Note: Decisions of a three-justice panel are not to be considered as precedent before any tribunal.
ENTRY ORDER
SUPREME COURT DOCKET NO. 2011-340
MAY TERM, 2012
State of Vermont } APPEALED FROM:
}
} Superior Court, Chittenden Unit,
v. } Criminal Division
}
}
Benjamin Willoughby } DOCKET NO. 187-6-11 Cncs
Trial Judge: Michael S. Kupersmith
In the above-entitled cause, the Clerk will enter:
Defendant appeals from a civil license suspension. He contends: (1) the trial court
abused its discretion in threatening extensive jail time if defendant went forward with a plea
agreement; (2) the evidence that defendant was operating a vehicle within two hours of a blood
alcohol test was based on speculation and conjecture; and (3) the court committed reversible
error in relying on its own experience in applying a relation-back analysis. We affirm.
Defendant was charged with driving under the influence and negligent operation based on
an incident that occurred on the evening of May 27, 2011. Defendant moved to dismiss on the
ground that there was no evidence that he was the operator of the vehicle at the time in question.
At the start of the scheduled hearing, the court was presented with a plea agreement providing
that defendant would plead guilty to negligent operation, the State would dismiss the DUI
charge, and the State would recommend a sentence of six to twelve months, all suspended, and
probation. Judgment for defendant would be entered in the civil suspension hearing.
The court, in response, indicated that it did not believe the agreement was appropriate,
explaining: “We have a DUI with a .117. There was an accident.” While acknowledging that it
had no power over the charging decision, the court indicated that it would not accept the
recommended sentence if defendant went forward with the plea, but instead would impose a
sentence of nine to twelve months to serve.
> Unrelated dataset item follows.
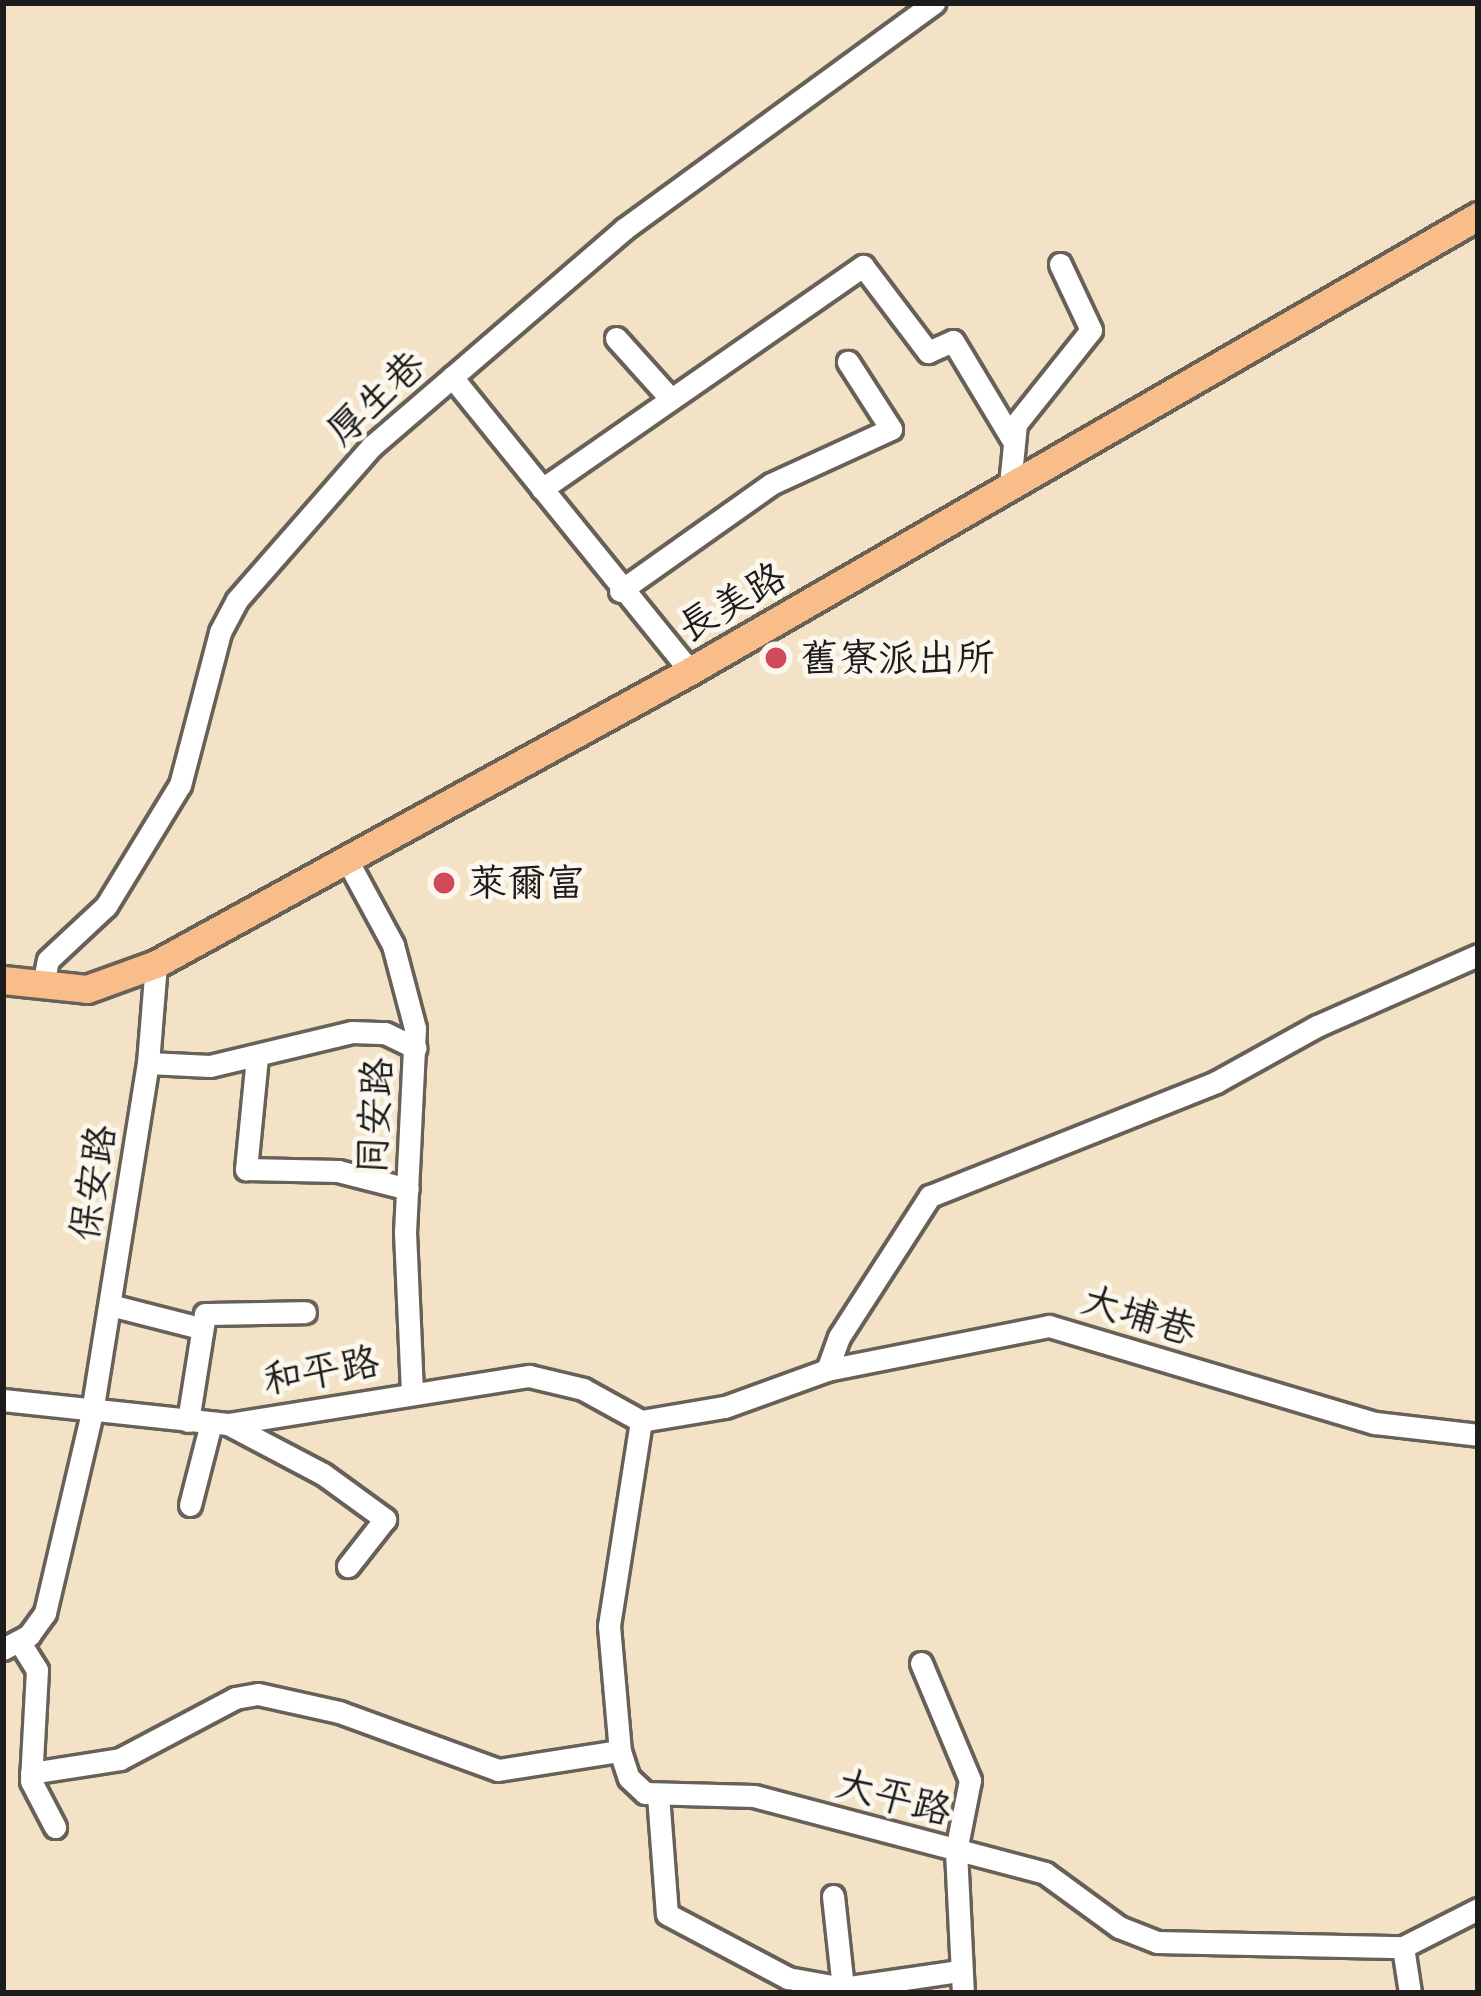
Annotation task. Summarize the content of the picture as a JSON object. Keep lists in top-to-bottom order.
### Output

Following a recess, defendant decided to proceed
with the civil suspension hearing.
The investigating officer testified that he was dispatched to the scene of an accident in
Huntington at 8:11 p.m. In his affidavit of probable cause, the officer indicated that he arrived at
the scene at approximately 8:37 p.m., observed a vehicle off the road, and was approached by
defendant. Shortly after the officer arrived, at approximately 8:39 p.m., defendant told the
officer that the accident had occurred about thirty minutes earlier, or 8:09 p.m. The officer
testified that he spoke with the resident who made the 8:11 p.m. call to the police. The resident
indicated that he called almost immediately after the accident occurred.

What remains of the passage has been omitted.